Sunday, January 9, 2011

Converting to Bazaar from CVS

I have been recently playing around with distributed version control systems. I switched my Mockemail project over to git and have been looking heavily into Bazaar. There are many pros and cons to all the various distributed version control systems (or DVCS) out there (bazaar, git, mercurial seem to be the big 3) that I won't go into; but I settled on trying to migrate a CVS project over to Bazaar in the end.

One of the things I was a little frustrated with was the slightly immature tools around for Bazaar. Now with that said I was basically comparing it to the CVS tool set that exists and one thing you can't argue with whatever your feeling on version control is that CVS is certainly mature (it was started in 1987) so I am not sure that this opinion is worth very much.

What follows is my diary of converting a CVS repository to Bazaar. The cvs root in the below is "/mycvsroot" and the module name is "module".

Starting with the authority from the bazaar wiki I first tied the fast import option (it was listed first!) One note is that you need to get an export format first and then you run the import. The idea behind the fast import system is that there is a common import routine and multiple exports from different SCMs.
bzr fast-export-from-cvs /mycvsroot/module /scratch/
bzr: ERROR: Unable to import library "fastimport": No module named fastimport

Ok so this isn't included by default with bazaar. Installing bazaar plugins are pretty easy, anytime I am installing one I am putting it in the users directory and not the global plugins dir.
cd ~/.bazaar/plugins/
bzr checkout lp:bzr-fastimport fastimport
Tried again still getting errors so try running it from python directly as it appears that this plugin is just a wrapper for the python script (I think it started as a bazaar plugin and migrated to a straight python library).
cd /Library/Python/2.5/site-packages/
bzr checkout lp:python-fastimport
cd python-fastimport
mv fastimport/ ../
rm python-fastimport
bzr fast-export-from-cvs /mycvsroot/module /scratch/
bzr: ERROR: cvs2bzr missing. Please install cvs2svn 2.30 or later and try again.

Ok, nice clear error message there, so I went to download and install (sudo make install) and try again:
bzr fast-export-from-cvs /mycvsroot/module /scratch/
Executing cvs2bzr --dumpfile /scratch/ /mycvsroot/module ...
ERROR: cvs2svn uses the anydbm package, which depends on lower level dbm
libraries.
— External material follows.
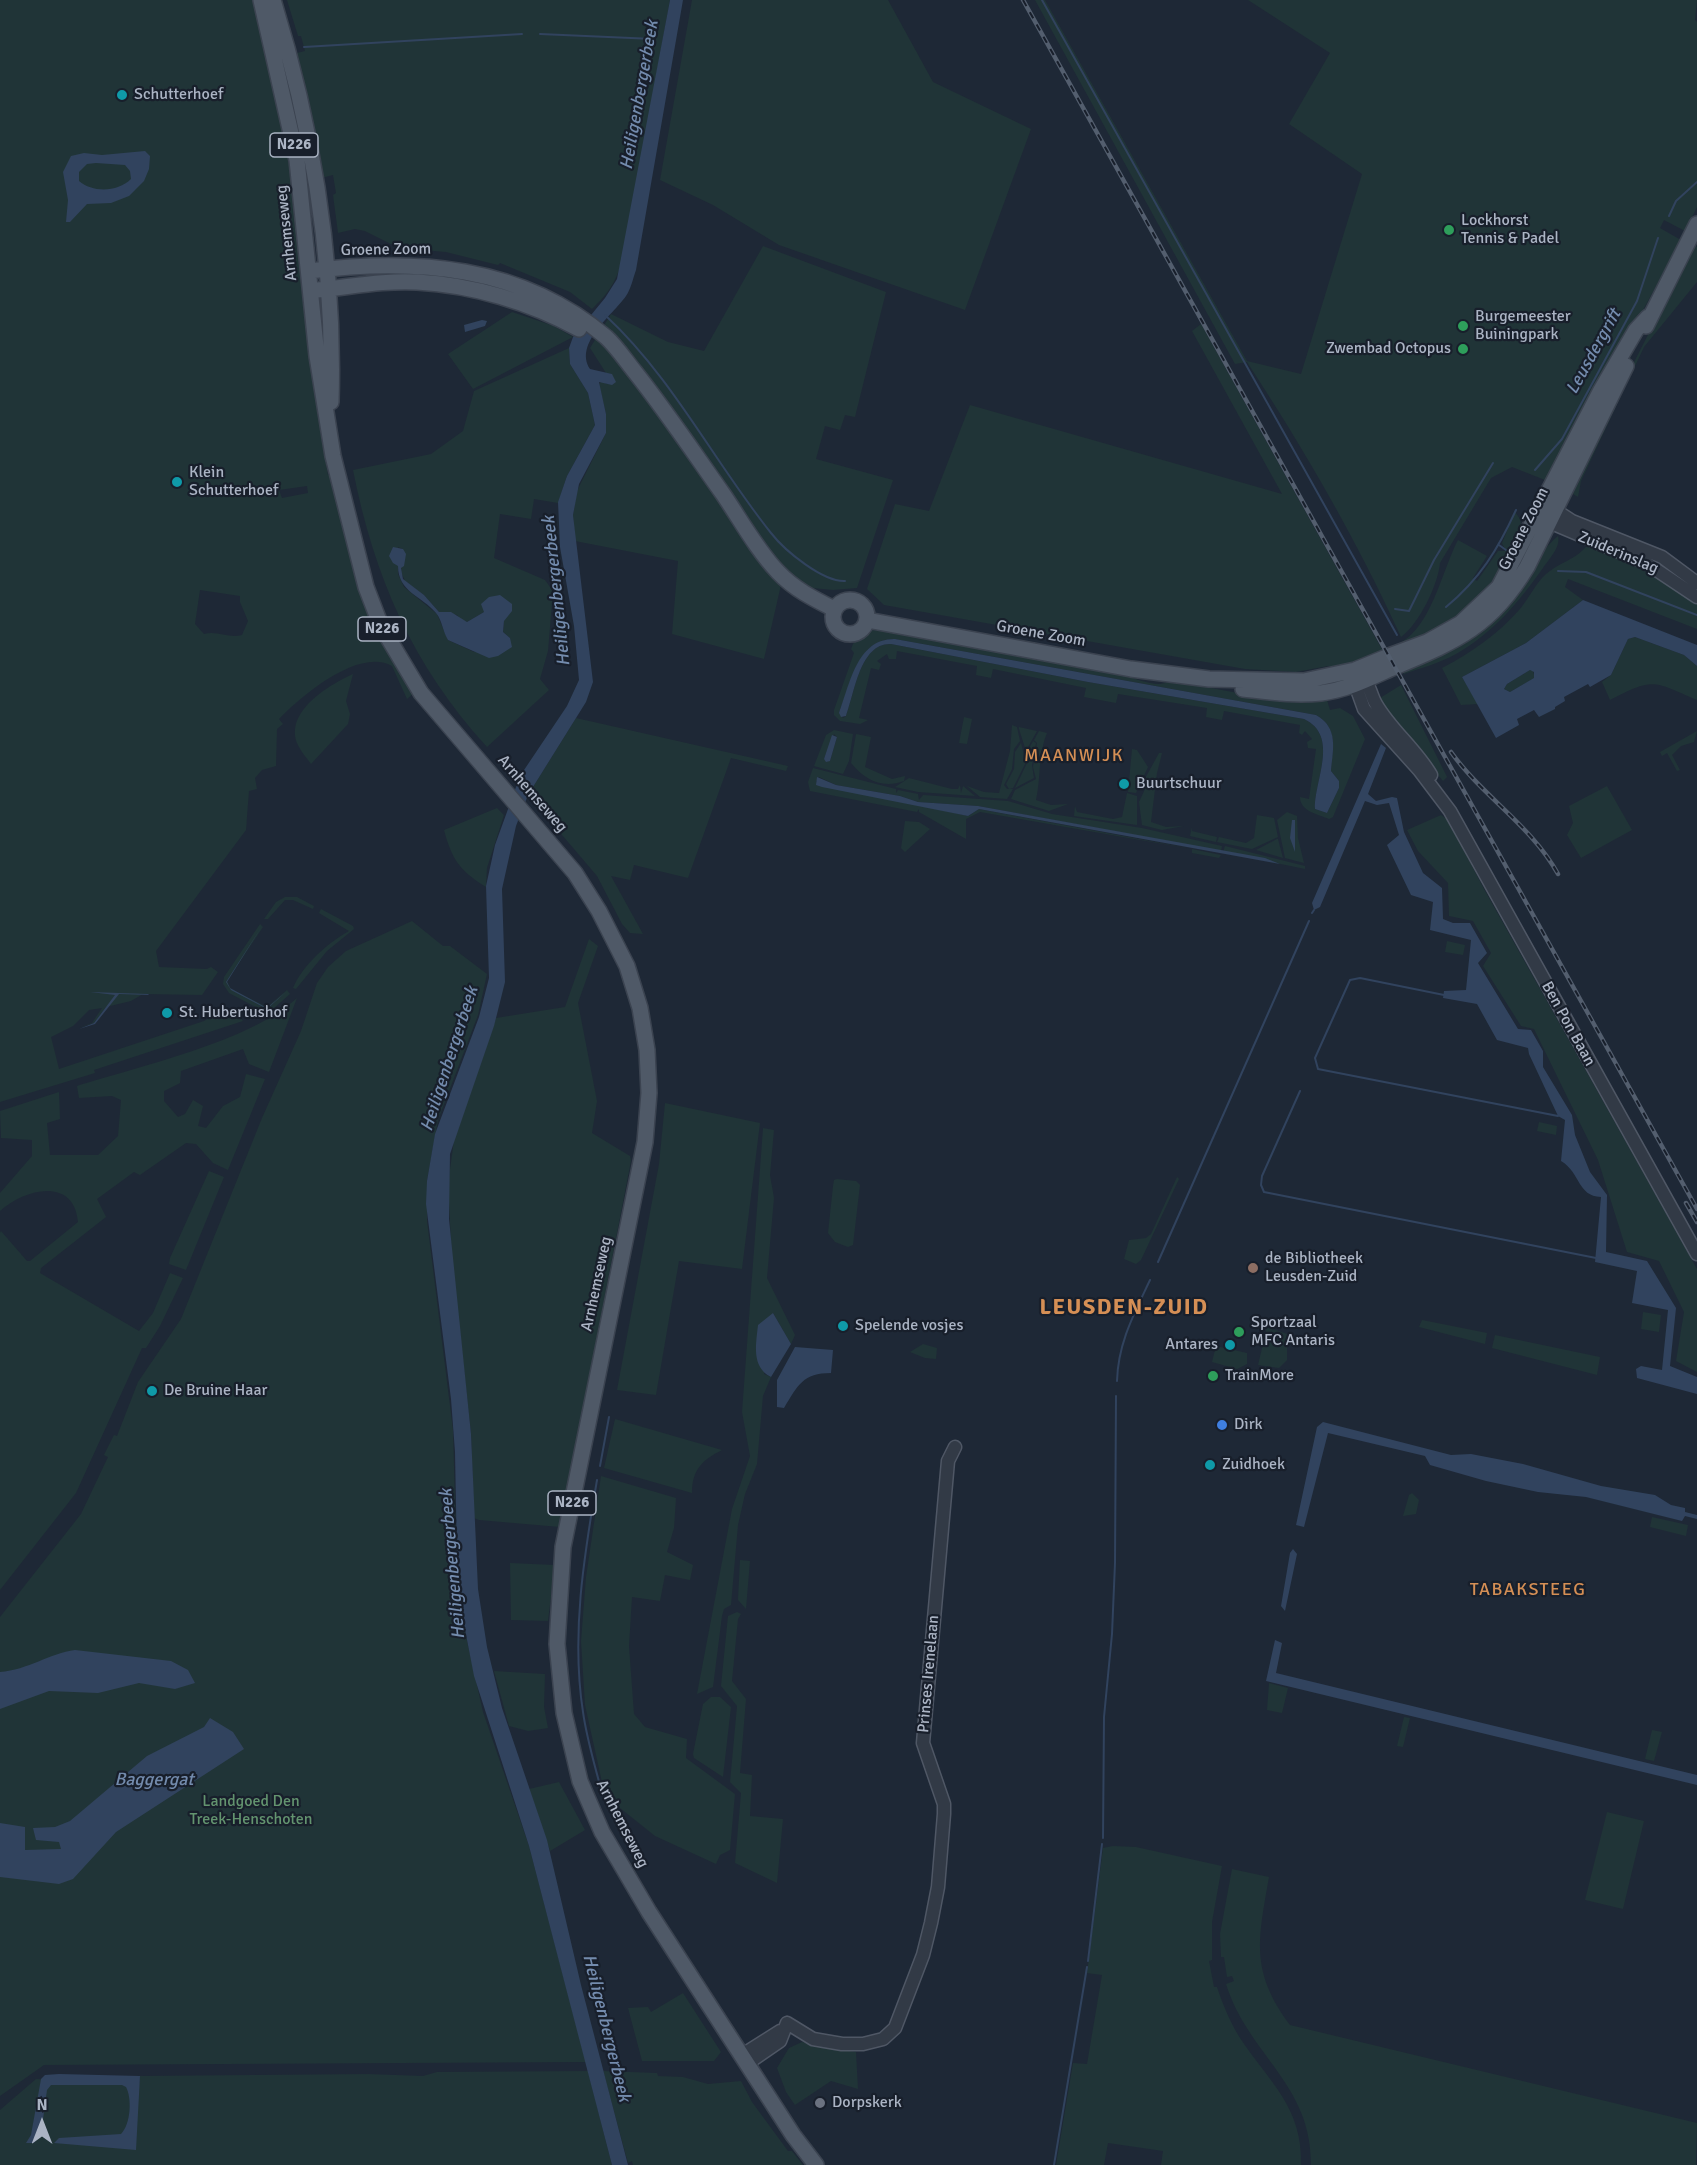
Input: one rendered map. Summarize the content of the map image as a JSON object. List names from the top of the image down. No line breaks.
{"streets":{"main road":["N226","Arnhemseweg","Groene Zoom"],"street":["Zuiderinslag","Ben Pon Baan","Prinses Irenelaan"]},"crossings":[["Arnhemseweg","Groene Zoom"],["Arnhemseweg","Prinses Irenelaan"],["Groene Zoom","Zuiderinslag"],["Groene Zoom","Ben Pon Baan"]],"districts":["MAANWIJK","LEUSDEN-ZUID","TABAKSTEEG"],"water":["Heiligenbergerbeek","Leusdergrift","Baggergat"],"parks":["Landgoed Den Treek-Henschoten"],"places":["Schutterhoef","Lockhorst Tennis & Padel","Burgemeester Buiningpark","Zwembad Octopus","Klein Schutterhoef","Buurtschuur","St. Hubertushof","de Bibliotheek Leusden-Zuid","Spelende vosjes","Sportzaal MFC Antaris","Antares","TrainMore","De Bruine Haar","Dirk","Zuidhoek","Dorpskerk"],"north":"top"}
Your system has dbm, with which cvs2svn is known to have
problems. To use cvs2svn, you must install a Python dbm library other than
dumbdbm or dbm. See
for more information.
Export to /scratch/ exited with error code 1.
At this point I should note that I am running this on a mac as this is apparently an apple specific problem (I found that out later).

So first I tried:
sudo port install gdbm
No luck.
Googling around I found some very involved instructions....python from source, editing make files recompiling again at look for the section "How do I get cvs2svn to run on OS X 10.5.5?". Follow these to the letter, no short cuts worked for me.

I was ready to try again and now I get this error:
ERROR: Git output requires a default commit username

Googling around I came across this error. So I gave up on the plugin and tried using cvs2bzr directly instead of the python script.
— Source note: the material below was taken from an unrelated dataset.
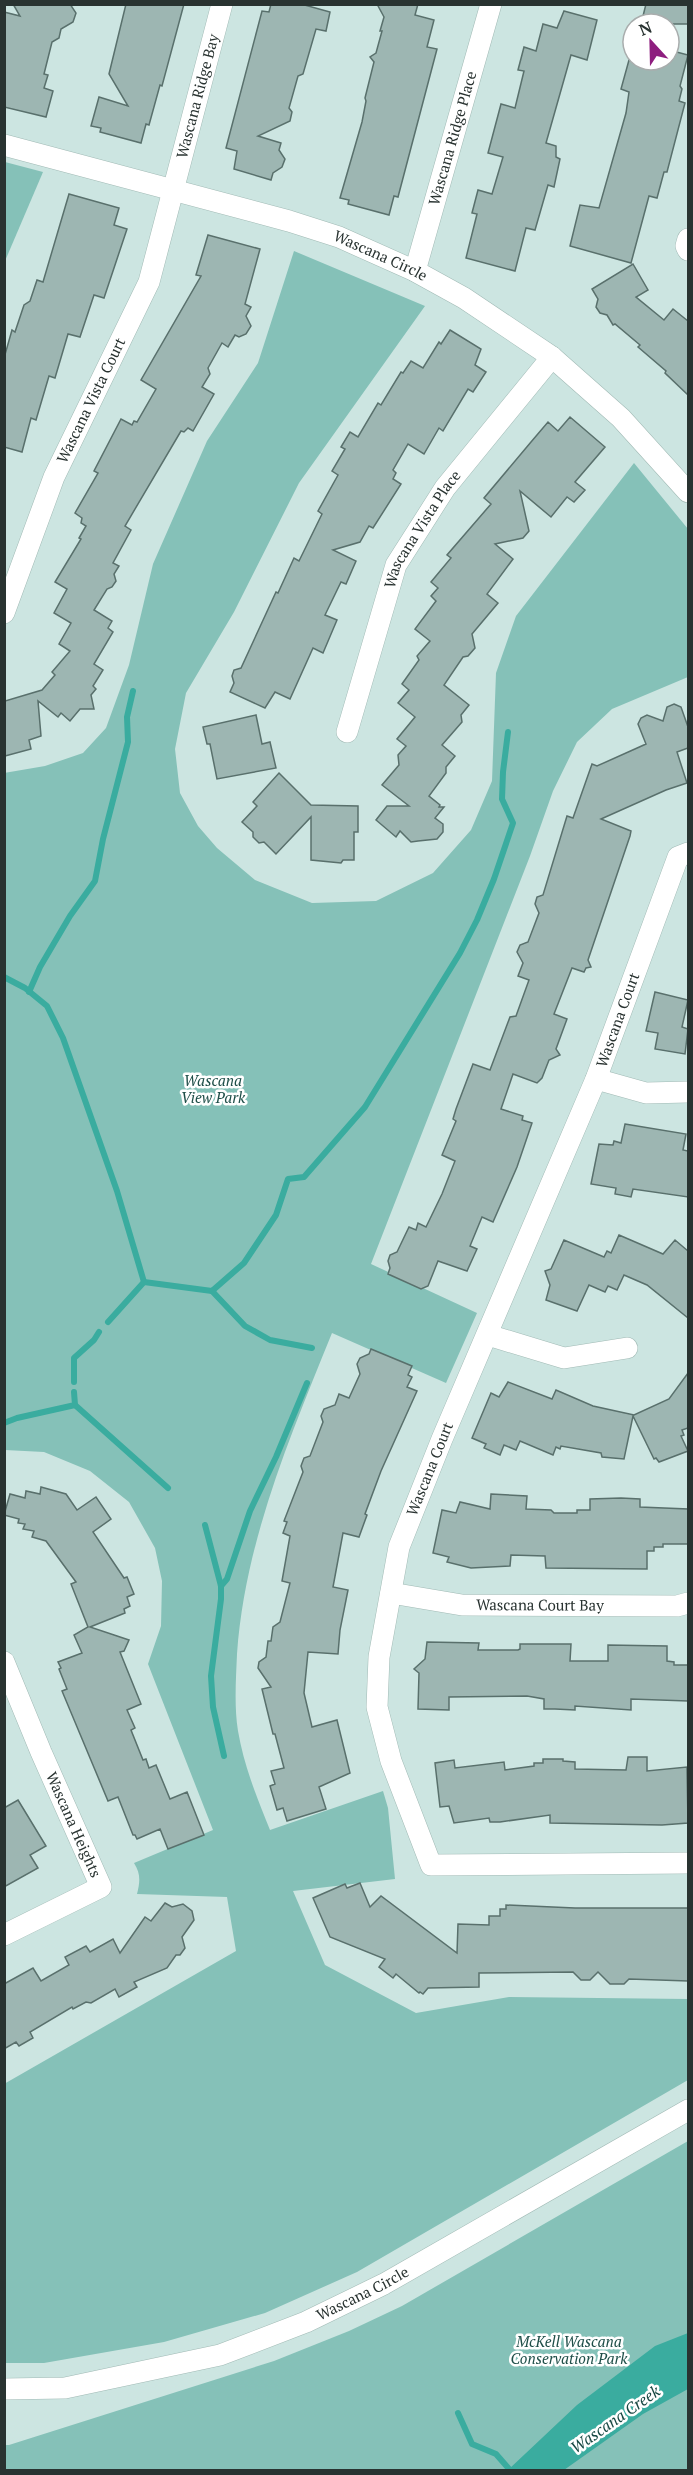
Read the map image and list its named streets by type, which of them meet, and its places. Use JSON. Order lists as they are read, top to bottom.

After recompiling everything (including cvs2bzr) I edited the cvs2bzr-example.options file to make the necessary config settings. This is a big file so creating it from scratch would not be the best idea. I Only changed the target dir and the source dir, look for the line:
# The file in which to write the "fastimport" stream:
Changed the line directly underneath to be a path that I want the output file in. Then look for the following:
# The filesystem path to the part of the CVS repository (*not* a
# CVS working copy) that should be converted. This may be a
# subdirectory (i.e., a module) within a larger CVS repository.

Now try running it:
cvs2bzr --options=cvs2bzr-example.options
and I got a whole bunch of error messages of the form:
Error summary:
ERROR: A CVS repository cannot contain both /path/file.txt,v and /path/Attic/file.txt,v
Exited due to fatal error(s).
These are almost certainly due to suspect cvs administration. I removed the files from the attic and tried again. This time I received a number of encoding problems:
WARNING: Problem decoding log message:
Some log message.

ERROR: There were warnings converting author names and/or log messages
to Unicode (see messages above). Please restart this pass
with one or more '--encoding' parameters or with
The percentage of these messages was very small so I was not too concerned with them getting garbled so I tried setting the fallback encoding and tried again:
cvs2bzr --options=cvs2bzr-example.options --fallback-encoding=utf_8
This comand takes a LOOOOOOOOOONG time. The last message in the log was:
Time for pass15 (IndexSymbolsPass): 6.067 seconds.
----- pass 16 (OutputPass) -----
I eventually gave up. Re-reading the config file I found that there are some perfirmance options you can play with in the cvs2bzr-example.options file.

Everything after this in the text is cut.